The Principle of Hope
Enchantment in politics does not mean a sweet lyric coating applied to toxic words. The case for popular power has to be rooted in the capacity of liberal democracies to respond to the three concurrent crises of prosperity, fear and confidence.
The first emotion that needs to be summoned is defiance. Democracy is the great philosophical success story of modern times. There were no democracies anywhere in 1799. Throughout the nineteenth century more than a third of the world’s population lived in countries ruled by imperial powers and almost everyone else lived in countries governed by despots, not many of them enlightened. The first wave of democracy was crushed, in the midst of economic failure, by the malignant populists of the 1930s. The second half of the twentieth century saw the great flourishing. Empires, notably the vast terrain of the Soviet Union, ran out of time. The share of the world’s population that lived under democracy grew quickly. In 1989 41 per cent of the nations on earth were soi-disant democracies. In 2015 it was 64 per cent. Now more than every second person lives in a democracy.

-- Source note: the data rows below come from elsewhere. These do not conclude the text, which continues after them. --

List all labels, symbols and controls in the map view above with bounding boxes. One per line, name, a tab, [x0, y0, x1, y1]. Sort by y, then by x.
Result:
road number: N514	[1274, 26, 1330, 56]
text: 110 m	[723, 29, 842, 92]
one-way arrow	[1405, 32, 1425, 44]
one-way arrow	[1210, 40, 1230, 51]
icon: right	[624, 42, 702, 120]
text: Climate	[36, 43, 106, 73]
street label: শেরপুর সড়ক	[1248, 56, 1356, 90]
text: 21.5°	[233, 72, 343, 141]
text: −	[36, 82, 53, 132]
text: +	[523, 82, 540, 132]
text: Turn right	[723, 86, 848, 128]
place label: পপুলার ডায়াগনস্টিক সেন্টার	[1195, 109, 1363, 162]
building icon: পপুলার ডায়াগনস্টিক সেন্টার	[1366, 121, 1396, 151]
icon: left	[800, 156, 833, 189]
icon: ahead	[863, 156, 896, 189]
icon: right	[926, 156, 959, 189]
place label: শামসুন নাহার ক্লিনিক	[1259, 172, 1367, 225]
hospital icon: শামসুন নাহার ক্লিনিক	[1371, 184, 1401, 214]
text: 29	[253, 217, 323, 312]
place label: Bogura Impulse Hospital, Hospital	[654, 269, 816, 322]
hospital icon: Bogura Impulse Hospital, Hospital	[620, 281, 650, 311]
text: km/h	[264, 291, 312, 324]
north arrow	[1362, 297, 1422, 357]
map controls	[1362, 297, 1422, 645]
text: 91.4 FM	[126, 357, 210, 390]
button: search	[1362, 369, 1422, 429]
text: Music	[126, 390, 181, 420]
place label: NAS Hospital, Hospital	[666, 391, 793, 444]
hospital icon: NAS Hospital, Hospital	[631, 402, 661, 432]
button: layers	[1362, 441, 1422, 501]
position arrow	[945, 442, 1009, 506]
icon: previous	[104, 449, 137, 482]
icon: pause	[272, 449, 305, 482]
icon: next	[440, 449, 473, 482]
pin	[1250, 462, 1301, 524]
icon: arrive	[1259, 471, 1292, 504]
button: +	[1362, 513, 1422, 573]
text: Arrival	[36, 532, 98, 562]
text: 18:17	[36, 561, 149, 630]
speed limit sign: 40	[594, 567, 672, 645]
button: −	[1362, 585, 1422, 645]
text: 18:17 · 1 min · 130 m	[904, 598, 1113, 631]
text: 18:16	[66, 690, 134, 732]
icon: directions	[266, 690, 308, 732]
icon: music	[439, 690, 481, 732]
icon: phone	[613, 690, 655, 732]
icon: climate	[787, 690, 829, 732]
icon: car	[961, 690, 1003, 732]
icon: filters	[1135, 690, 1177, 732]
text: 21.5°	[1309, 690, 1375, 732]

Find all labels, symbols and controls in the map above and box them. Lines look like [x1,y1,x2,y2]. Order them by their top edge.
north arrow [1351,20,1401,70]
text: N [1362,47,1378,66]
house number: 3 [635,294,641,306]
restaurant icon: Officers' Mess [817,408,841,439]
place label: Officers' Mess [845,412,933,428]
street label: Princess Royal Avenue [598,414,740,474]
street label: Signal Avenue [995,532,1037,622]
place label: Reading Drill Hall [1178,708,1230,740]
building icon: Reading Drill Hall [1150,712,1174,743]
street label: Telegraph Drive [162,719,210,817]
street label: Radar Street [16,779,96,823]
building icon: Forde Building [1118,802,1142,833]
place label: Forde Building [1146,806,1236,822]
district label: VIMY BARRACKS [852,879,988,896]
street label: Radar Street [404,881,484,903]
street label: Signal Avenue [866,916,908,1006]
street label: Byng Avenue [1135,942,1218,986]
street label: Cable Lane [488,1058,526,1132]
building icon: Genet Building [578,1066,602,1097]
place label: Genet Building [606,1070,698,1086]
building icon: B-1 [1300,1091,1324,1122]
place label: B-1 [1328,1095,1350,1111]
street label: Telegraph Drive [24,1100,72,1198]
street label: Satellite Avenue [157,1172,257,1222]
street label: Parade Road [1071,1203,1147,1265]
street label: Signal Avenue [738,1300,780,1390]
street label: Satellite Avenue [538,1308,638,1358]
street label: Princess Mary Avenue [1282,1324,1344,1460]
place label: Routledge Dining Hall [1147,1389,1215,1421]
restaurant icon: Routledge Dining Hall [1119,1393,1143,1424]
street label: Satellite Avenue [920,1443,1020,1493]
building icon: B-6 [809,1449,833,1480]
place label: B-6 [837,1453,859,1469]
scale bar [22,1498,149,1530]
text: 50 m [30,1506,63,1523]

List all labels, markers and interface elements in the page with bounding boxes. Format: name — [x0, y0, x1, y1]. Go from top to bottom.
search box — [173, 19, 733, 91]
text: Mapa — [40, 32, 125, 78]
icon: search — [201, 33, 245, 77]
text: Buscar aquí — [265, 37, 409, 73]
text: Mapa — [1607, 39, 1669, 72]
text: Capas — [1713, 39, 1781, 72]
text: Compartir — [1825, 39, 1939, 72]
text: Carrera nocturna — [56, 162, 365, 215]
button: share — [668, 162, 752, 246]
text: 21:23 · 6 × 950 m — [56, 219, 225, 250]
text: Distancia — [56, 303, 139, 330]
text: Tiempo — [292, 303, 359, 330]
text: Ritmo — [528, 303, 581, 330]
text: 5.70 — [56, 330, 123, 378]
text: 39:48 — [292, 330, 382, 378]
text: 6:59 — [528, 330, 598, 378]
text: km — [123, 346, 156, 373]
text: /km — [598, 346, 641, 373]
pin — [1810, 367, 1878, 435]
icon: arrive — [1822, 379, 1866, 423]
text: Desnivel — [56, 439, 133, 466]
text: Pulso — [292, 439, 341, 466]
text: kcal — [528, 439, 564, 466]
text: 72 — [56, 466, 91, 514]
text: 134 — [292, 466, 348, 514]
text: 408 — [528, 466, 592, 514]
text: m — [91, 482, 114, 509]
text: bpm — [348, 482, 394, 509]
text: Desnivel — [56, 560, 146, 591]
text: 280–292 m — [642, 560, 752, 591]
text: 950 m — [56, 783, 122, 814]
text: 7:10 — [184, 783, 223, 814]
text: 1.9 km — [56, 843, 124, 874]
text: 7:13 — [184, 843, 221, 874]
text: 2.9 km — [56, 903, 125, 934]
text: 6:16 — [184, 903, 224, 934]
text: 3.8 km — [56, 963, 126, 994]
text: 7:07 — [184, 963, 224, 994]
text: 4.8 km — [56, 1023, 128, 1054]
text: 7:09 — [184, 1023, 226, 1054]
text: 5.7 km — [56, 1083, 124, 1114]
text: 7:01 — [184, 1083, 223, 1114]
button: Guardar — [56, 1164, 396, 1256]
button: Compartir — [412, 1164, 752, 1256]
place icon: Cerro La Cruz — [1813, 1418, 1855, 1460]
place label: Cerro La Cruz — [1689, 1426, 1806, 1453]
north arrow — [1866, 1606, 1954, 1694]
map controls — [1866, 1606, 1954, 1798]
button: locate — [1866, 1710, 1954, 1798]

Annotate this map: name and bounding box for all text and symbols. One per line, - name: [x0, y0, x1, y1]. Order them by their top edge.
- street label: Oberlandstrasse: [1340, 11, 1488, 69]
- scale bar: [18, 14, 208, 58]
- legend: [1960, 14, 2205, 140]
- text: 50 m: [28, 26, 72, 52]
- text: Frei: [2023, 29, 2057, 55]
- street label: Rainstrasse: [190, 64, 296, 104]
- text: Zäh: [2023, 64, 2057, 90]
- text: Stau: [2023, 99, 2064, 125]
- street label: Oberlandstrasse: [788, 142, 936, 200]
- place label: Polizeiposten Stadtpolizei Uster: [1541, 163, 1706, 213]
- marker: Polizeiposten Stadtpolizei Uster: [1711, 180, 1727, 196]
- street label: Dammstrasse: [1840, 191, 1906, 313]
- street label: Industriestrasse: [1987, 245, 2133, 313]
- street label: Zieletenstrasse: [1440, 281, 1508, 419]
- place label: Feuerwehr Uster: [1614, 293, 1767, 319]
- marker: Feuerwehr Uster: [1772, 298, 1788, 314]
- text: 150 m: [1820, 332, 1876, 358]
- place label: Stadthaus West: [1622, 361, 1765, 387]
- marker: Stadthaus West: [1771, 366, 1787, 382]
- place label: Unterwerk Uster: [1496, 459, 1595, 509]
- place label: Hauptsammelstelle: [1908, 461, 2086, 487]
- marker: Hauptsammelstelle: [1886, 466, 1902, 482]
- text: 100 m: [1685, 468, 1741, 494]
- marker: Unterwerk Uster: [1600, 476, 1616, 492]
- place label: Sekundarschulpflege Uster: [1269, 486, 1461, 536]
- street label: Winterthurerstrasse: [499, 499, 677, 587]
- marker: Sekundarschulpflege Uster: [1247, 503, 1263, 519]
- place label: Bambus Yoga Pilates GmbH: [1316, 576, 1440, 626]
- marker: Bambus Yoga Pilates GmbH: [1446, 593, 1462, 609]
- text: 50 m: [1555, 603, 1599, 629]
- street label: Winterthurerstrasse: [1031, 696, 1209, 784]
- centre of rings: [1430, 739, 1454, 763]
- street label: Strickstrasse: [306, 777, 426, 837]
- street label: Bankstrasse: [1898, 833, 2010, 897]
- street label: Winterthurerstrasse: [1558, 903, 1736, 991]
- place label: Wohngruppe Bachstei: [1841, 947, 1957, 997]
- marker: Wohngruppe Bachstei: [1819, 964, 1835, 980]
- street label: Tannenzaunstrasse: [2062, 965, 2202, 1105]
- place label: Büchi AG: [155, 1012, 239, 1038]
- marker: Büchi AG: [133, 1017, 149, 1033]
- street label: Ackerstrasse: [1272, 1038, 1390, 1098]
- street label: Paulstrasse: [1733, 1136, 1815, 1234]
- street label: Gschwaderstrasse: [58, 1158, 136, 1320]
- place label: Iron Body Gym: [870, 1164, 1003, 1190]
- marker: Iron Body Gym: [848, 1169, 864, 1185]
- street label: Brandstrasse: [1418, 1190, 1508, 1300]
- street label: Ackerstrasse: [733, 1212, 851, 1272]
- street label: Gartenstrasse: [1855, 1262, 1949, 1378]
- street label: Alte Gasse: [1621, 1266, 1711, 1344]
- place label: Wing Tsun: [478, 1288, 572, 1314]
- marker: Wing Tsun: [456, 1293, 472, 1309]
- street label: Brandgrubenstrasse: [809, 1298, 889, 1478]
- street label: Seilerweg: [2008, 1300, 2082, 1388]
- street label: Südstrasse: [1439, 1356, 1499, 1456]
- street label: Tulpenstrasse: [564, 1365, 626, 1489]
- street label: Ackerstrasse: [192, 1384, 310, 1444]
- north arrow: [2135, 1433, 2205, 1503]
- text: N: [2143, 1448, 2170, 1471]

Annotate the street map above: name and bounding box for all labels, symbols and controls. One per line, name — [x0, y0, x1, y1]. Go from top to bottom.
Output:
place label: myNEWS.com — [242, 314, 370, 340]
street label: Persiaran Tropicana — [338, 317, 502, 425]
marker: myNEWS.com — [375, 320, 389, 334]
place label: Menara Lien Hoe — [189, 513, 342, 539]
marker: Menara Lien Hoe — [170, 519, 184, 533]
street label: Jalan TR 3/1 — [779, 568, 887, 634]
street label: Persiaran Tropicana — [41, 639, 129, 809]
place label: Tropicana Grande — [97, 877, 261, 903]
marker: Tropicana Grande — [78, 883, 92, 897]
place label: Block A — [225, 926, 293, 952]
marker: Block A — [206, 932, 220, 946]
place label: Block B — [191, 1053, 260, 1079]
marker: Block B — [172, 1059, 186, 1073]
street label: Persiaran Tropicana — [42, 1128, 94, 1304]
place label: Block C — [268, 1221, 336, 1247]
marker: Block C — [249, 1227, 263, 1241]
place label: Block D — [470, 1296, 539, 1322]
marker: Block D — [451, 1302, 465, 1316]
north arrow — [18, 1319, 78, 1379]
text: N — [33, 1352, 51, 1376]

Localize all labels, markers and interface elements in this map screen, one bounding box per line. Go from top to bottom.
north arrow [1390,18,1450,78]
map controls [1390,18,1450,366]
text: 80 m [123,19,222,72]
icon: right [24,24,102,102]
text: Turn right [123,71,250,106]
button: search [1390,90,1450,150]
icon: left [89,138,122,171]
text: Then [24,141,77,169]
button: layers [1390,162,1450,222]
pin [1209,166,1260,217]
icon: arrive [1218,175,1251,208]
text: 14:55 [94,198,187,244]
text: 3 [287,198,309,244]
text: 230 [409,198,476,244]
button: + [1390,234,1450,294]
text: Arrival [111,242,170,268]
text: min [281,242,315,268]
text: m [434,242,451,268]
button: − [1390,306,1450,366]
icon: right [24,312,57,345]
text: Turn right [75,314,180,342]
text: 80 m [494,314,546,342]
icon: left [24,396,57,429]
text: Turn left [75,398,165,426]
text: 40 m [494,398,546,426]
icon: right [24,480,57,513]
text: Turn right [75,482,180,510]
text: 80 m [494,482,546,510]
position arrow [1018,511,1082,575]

The reason for this is that politics can offer valid answers to the crises of prosperity, fear and confidence. We will see in chapters to come that the liberal democracies have a vastly superior performance in generating prosperity to any of their rivals. We shall see that democracies are very much the safest regimes in which to live. Voltaire said that heaven has given us two things – hope and sleep – to make up for the many miseries of life. We sleep more soundly in our beds if we know that our politics will keep us safe. Liberal democracies rely on fine articulations of the principle of hope, and we must rediscover our confidence in and our patience with the idea that politics will gradually improve the condition of the people. The short cut signalled by the populist is an illusion.